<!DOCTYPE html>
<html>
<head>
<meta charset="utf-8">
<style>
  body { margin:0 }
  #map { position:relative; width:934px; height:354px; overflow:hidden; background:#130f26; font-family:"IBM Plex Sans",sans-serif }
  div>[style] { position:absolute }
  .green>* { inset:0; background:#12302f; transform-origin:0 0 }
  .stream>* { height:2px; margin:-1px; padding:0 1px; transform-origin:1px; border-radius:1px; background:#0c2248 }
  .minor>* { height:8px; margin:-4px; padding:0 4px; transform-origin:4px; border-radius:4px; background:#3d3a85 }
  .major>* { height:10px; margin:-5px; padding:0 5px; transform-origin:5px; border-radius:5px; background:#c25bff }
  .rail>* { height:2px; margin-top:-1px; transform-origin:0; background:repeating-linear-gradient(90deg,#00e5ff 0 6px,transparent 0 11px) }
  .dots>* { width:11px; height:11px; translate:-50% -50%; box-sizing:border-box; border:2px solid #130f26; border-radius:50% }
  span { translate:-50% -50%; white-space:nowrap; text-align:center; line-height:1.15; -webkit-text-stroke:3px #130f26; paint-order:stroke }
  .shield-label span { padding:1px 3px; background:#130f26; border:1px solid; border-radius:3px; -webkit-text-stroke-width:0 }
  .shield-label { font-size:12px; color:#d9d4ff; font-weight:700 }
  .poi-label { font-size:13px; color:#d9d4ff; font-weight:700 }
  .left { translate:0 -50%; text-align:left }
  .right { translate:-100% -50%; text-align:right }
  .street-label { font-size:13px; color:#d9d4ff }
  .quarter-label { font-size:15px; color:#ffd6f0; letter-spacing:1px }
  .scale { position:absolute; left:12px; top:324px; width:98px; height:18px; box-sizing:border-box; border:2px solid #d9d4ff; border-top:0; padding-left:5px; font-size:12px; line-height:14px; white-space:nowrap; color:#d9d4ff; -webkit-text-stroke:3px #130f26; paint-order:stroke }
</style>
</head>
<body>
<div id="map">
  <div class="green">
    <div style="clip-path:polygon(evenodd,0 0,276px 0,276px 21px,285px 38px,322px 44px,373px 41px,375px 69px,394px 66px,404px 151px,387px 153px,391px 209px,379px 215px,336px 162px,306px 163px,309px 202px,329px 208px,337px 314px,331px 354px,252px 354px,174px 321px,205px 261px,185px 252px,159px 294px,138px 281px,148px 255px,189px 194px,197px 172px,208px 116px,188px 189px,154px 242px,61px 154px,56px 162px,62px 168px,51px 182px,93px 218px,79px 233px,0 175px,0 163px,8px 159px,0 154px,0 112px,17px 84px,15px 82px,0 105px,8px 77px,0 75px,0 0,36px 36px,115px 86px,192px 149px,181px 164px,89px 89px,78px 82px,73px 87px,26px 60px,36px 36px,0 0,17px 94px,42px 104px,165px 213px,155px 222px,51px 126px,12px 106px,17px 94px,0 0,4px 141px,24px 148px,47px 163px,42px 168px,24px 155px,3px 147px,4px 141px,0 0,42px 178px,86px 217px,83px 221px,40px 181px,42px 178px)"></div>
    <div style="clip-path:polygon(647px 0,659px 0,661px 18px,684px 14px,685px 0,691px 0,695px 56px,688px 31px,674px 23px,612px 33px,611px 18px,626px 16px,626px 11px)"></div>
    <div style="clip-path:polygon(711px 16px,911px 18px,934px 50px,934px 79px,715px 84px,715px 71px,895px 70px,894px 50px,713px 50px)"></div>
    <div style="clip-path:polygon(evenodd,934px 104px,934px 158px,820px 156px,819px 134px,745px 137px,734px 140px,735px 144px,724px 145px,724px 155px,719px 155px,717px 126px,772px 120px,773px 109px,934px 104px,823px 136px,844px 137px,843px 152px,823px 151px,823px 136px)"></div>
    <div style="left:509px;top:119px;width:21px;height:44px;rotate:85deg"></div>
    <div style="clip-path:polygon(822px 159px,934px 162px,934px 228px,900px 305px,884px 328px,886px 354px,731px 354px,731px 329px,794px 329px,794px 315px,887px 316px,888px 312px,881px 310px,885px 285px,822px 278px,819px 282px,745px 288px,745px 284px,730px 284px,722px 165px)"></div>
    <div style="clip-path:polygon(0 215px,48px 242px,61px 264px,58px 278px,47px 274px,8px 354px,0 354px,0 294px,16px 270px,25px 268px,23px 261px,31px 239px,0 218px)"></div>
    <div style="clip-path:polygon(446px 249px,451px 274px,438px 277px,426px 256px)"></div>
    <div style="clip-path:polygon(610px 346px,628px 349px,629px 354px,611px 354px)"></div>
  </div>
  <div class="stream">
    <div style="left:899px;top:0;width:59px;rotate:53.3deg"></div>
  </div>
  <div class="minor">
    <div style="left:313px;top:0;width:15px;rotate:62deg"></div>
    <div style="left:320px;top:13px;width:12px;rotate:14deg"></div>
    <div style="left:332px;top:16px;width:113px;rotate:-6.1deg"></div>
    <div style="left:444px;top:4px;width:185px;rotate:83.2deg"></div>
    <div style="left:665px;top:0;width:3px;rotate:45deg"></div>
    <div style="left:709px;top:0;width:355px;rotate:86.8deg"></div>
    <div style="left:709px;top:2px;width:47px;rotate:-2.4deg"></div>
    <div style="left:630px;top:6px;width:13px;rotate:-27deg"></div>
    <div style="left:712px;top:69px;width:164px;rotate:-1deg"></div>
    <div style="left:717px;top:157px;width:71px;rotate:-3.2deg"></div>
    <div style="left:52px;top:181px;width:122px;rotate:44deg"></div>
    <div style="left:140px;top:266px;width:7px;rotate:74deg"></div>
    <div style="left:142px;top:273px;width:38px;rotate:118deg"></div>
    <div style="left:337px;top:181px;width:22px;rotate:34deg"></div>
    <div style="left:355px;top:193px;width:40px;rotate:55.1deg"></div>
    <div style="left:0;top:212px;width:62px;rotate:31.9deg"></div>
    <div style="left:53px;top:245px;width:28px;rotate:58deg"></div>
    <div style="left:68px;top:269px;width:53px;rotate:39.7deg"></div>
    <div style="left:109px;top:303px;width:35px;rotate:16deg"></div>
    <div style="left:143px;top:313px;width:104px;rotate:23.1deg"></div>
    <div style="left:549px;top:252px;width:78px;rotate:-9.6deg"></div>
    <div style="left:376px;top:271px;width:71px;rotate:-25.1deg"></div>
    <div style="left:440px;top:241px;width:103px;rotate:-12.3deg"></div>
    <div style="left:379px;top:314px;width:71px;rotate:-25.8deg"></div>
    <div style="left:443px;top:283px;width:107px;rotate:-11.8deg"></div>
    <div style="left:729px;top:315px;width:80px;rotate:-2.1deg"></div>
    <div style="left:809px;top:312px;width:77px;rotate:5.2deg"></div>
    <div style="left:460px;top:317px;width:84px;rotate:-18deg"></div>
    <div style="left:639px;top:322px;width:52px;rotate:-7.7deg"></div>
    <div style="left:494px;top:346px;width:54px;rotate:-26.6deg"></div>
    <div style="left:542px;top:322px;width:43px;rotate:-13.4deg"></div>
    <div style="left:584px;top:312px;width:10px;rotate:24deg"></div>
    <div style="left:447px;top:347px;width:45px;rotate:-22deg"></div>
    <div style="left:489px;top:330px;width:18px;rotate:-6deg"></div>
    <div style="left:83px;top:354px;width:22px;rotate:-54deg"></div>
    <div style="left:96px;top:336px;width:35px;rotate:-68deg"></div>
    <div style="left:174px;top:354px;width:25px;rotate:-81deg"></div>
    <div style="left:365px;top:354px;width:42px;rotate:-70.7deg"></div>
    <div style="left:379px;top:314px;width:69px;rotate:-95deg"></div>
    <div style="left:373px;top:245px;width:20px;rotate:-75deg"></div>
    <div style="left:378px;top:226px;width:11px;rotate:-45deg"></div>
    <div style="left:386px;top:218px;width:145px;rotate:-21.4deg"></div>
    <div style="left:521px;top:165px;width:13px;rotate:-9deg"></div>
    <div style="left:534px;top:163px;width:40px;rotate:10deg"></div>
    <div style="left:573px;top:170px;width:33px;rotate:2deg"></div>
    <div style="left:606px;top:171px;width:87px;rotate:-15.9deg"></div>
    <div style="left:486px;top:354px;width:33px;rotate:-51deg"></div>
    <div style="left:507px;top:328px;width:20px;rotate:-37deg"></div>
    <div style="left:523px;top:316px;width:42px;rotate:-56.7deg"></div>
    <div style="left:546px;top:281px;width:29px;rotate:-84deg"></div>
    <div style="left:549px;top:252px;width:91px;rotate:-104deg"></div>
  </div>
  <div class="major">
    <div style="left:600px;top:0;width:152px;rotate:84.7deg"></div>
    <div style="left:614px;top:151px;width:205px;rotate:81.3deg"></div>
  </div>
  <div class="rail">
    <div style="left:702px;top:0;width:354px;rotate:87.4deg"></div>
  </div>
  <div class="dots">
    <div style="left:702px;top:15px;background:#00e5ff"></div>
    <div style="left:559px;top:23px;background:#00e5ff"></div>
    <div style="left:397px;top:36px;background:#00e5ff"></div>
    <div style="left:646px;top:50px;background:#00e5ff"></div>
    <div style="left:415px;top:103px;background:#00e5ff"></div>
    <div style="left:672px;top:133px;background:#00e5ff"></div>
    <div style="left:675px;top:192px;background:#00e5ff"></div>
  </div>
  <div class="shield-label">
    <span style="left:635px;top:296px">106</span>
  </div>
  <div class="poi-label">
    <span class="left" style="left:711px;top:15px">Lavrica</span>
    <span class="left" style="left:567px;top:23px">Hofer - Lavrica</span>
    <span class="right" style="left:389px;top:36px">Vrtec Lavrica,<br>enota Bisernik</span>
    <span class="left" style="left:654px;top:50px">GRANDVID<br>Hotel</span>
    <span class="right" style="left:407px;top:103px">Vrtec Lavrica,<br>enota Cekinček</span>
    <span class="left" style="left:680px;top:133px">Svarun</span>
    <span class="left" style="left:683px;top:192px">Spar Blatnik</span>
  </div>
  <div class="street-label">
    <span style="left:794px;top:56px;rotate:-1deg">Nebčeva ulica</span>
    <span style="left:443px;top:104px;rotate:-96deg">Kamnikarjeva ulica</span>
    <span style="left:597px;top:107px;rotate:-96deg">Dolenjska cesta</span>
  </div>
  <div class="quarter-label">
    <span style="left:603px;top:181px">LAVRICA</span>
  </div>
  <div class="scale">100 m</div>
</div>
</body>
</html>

PROBLEM DESCRIPTION
In the listing above, transcribe exactly everything from the line containing "height:2px; margin:-1px; padding:0" down to the line containing "width:11px; height:11px; translate:-50%", including both and nothing more.

ANSWER AREA
  .stream>* { height:2px; margin:-1px; padding:0 1px; transform-origin:1px; border-radius:1px; background:#0c2248 }
  .minor>* { height:8px; margin:-4px; padding:0 4px; transform-origin:4px; border-radius:4px; background:#3d3a85 }
  .major>* { height:10px; margin:-5px; padding:0 5px; transform-origin:5px; border-radius:5px; background:#c25bff }
  .rail>* { height:2px; margin-top:-1px; transform-origin:0; background:repeating-linear-gradient(90deg,#00e5ff 0 6px,transparent 0 11px) }
  .dots>* { width:11px; height:11px; translate:-50% -50%; box-sizing:border-box; border:2px solid #130f26; border-radius:50% }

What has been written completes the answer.